WHAT THE TASK ASKS:
Give the number of lines below that hold the string "they", and nothing more.

━━━━━━━━

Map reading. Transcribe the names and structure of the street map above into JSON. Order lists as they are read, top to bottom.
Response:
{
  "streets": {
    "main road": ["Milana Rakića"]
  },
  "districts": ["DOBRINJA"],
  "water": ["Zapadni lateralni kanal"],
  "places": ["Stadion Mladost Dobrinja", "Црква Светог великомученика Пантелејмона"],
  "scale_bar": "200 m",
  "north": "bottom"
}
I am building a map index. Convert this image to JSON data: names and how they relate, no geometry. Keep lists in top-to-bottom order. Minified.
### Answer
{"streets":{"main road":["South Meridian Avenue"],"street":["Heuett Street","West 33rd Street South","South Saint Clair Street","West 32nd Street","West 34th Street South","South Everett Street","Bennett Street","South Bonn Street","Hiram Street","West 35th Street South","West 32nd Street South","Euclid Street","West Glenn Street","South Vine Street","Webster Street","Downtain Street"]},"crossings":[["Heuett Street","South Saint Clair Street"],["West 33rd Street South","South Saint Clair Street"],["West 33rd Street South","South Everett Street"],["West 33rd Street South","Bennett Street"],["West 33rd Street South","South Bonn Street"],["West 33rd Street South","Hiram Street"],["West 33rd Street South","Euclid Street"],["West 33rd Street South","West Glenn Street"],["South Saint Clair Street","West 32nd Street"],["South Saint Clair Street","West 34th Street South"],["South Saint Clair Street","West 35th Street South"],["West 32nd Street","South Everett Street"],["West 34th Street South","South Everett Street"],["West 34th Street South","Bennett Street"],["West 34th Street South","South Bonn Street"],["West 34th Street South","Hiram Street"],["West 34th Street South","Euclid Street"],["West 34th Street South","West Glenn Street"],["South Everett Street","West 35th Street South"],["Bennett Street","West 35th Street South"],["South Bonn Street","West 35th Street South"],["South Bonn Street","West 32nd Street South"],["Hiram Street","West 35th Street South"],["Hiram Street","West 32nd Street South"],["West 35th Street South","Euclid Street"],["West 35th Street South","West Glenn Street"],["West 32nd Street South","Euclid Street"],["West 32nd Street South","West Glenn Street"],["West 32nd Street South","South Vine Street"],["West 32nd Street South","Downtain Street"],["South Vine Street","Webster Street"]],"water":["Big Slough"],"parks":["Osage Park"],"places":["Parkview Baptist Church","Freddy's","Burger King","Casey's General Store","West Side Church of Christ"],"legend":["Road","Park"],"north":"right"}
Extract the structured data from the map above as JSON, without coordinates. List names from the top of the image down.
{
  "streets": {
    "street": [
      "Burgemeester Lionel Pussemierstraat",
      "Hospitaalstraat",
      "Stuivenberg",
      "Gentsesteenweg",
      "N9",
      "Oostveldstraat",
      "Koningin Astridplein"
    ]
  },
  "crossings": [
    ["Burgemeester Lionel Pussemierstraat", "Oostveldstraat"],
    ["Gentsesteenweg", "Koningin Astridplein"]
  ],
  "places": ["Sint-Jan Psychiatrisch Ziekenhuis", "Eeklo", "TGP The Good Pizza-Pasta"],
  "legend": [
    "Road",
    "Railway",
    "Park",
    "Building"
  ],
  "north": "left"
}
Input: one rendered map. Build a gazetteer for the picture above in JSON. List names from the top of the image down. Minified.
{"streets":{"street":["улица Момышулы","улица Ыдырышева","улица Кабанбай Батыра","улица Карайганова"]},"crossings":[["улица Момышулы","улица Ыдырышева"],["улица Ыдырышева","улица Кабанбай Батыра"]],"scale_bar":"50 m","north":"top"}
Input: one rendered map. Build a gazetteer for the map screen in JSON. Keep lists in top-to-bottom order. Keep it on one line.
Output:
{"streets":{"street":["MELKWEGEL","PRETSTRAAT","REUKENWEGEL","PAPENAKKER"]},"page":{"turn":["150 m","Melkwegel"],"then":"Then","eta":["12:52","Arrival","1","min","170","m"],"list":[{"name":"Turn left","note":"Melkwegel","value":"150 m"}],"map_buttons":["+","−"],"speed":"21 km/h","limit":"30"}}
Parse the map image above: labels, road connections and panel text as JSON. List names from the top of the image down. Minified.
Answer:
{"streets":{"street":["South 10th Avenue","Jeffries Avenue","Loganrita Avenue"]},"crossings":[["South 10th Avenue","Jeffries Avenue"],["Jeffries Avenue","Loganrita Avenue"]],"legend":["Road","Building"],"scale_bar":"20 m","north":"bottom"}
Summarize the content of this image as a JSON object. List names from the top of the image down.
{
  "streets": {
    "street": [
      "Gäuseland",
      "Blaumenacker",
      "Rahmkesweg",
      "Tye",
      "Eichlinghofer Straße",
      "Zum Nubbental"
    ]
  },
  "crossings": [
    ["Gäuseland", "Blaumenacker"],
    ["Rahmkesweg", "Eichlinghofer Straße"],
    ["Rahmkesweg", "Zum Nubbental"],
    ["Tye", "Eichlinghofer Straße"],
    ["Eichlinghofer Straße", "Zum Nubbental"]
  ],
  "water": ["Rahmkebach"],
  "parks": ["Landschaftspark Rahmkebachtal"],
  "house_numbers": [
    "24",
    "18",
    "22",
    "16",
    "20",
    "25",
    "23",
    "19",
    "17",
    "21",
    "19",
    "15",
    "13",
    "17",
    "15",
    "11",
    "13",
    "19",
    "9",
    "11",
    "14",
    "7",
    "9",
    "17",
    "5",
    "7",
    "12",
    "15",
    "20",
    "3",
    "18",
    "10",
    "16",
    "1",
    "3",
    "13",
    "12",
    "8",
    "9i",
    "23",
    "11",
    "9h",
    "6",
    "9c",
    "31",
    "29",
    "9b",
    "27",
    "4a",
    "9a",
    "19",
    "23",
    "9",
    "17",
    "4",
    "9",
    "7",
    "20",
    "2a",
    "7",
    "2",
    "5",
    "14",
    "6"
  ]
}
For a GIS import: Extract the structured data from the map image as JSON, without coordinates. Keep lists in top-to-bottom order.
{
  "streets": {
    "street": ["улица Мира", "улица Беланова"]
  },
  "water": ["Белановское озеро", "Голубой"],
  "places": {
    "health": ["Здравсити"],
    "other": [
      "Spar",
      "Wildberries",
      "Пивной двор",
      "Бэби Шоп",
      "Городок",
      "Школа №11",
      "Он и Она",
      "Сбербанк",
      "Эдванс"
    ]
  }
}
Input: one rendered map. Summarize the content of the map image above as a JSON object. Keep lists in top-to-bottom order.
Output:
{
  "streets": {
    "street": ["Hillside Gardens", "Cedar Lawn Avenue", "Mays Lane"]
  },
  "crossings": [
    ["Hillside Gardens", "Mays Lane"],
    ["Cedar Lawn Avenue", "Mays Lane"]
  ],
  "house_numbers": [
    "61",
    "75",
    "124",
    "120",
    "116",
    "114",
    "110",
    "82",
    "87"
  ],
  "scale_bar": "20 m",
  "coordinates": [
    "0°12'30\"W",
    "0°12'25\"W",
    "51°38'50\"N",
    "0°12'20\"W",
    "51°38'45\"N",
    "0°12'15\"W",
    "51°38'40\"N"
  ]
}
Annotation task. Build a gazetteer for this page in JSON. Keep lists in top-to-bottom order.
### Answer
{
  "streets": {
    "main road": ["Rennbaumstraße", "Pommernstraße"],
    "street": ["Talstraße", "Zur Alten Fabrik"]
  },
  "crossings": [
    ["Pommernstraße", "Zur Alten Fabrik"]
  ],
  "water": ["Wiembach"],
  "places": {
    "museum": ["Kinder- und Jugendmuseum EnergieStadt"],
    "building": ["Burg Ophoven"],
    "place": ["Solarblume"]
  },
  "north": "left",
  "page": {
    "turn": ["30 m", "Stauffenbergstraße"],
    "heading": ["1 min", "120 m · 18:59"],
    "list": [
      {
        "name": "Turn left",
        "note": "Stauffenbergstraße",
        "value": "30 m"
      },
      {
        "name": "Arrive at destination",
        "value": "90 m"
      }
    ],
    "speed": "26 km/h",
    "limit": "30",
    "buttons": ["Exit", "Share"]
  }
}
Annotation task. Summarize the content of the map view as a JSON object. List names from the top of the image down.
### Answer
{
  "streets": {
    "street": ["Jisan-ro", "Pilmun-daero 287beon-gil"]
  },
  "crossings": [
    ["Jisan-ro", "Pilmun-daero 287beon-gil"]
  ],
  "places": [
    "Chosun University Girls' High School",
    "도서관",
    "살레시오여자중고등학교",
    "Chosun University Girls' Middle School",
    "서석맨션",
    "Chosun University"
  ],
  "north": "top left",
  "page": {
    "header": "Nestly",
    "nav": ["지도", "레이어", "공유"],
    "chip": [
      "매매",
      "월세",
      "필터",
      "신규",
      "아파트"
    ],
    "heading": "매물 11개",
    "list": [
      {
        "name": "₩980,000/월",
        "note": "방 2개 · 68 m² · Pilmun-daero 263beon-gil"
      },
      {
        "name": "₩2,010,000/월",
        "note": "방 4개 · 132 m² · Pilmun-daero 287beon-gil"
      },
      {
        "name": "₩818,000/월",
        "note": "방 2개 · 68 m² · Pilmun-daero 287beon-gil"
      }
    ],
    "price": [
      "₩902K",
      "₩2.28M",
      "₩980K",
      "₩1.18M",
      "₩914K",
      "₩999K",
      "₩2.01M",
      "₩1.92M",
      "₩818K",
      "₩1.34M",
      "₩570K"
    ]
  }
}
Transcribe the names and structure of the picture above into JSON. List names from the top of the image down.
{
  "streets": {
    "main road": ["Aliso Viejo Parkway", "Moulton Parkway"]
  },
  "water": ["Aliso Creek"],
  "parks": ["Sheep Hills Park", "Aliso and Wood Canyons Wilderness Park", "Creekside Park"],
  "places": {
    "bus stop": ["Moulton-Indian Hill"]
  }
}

━━━━━━━━

RESPONSE AREA:
2